Pep Vidal - How Green Was My Valley
23.09 - 4.10.2016

My work is based on subtle and elusive changes, so small that they can’t be perceived with the naked eye until they lead to greater changes within the system. An example of this might be a book lying on a shelf, which falls one day for no apparent reason. This happens at a very specific moment in time as a result of a series of preceding events, which are predominantly chaotic, yet invisible. Everything that takes place between the moment the book is placed on the shelf and the moment it falls is precisely where my interests lie.

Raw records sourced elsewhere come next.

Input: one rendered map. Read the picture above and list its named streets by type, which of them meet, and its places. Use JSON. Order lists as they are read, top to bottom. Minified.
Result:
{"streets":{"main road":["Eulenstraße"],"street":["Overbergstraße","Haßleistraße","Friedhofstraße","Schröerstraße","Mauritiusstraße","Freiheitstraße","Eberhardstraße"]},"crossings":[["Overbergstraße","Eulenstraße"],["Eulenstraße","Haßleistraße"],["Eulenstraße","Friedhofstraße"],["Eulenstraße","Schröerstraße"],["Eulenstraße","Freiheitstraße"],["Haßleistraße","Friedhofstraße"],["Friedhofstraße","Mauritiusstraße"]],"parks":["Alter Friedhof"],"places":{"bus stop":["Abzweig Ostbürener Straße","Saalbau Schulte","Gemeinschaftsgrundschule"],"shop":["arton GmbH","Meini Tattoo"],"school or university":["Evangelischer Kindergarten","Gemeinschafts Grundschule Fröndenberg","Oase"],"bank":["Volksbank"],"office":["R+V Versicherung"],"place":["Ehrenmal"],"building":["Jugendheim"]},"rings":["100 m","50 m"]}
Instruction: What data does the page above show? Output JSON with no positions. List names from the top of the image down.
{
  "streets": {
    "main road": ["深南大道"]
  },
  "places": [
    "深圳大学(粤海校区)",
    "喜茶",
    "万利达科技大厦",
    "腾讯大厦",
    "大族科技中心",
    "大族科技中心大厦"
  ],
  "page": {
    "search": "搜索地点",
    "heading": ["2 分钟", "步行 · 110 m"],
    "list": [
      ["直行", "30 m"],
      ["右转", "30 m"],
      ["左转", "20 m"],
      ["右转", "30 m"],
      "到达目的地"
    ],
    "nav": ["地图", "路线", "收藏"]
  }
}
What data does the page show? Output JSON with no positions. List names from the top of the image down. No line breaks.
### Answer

This imperceptibility and intangibility of certain events is, above all, caused by a lack of information regarding the systems we live in and the innate limitations in how we perceive various phenomena. Here are three examples: 

Example no. 1:

One day I spotted a cut tree limb lying on the ground and I decided I would take it to my studio. When I tried to lift it, it turned out it was too heavy. So I tried to pick up another, smaller, log, but the same thing happened. I realised how little information I had at hand about the elements around me. In the course of our lives, in order to gather new information on a particular subject, we often refer to common knowledge and common sense, which, as in such cases as this, can fail us.

Example no. 2:

During one of my university courses in differential and integral calculus, the professor attempted to prove the existence of an infinite amount of numbers between 0 and 1 by drawing a straight line on the board with 0 at one end and 1 at the other. “This line represents the distance between 0 and 1”, he said. “If I approach the board, however,” he said as he walked up so close his nose was white with chalk, “This line is no longer the distance between 0 and 1, but 1 and 0.1”. He repeated this case several times, moving on to 0.01, 0.001, 0.0001 and so on.

0 ——————– 1
0 ——————– 0.1
0 ——————– 0.01
0 ——————– 0.001
0 ——————– 0.0001
0 ——————– 0.00001
0 ——————– 0.000001

What strikes me the most in this example is the fact that, actually, everything depends on precision. Depending on how great the precision we apply in making our measurement or controlling things (within systems), the greater or smaller the knowledge we can acquire about certain things (systems). The need to measure the length of a highway isn’t the same as measuring the distance travelled by particles in the Large Hadron Collider. This is why the precision required by each particular system demonstrates how similar or radically different they are. In most instances, however, we’re not capable of measuring things with great precision and this is also why, for the purposes of effective and fruitful interaction with other systems (other elements) we need intuition and knowledge that has been previously acquired.

Example no. 3:

“Football Pitch” (2016) is a series of 826 photographs in which I delete an area (white spot) that, according to my intuition, would be taken up by a white sphere 2.5 metres in diameter within a football pitch. We refer to the football pitch colloquially as a standard unit of measure (e.g. 65 hectares of forest burned down, which is equivalent to 31 football pitches). When I was a kid, I was surprised by this fact but today I realize how useful it is as a measurement that people know and can imagine. That is why, in deleting an area that would be taken up by such a sphere, based on my intuition rather than precise calculations, a dialogue is started up about what is standard and what is intuitive/perceptual. The series of 826 photographs were integral to whiting out an entire football pitch, in other words, it could fit 826 spheres of 2.5 metres in diameter. What is significant is that this is not a precise calculation, but the fruit of my intuition / perception.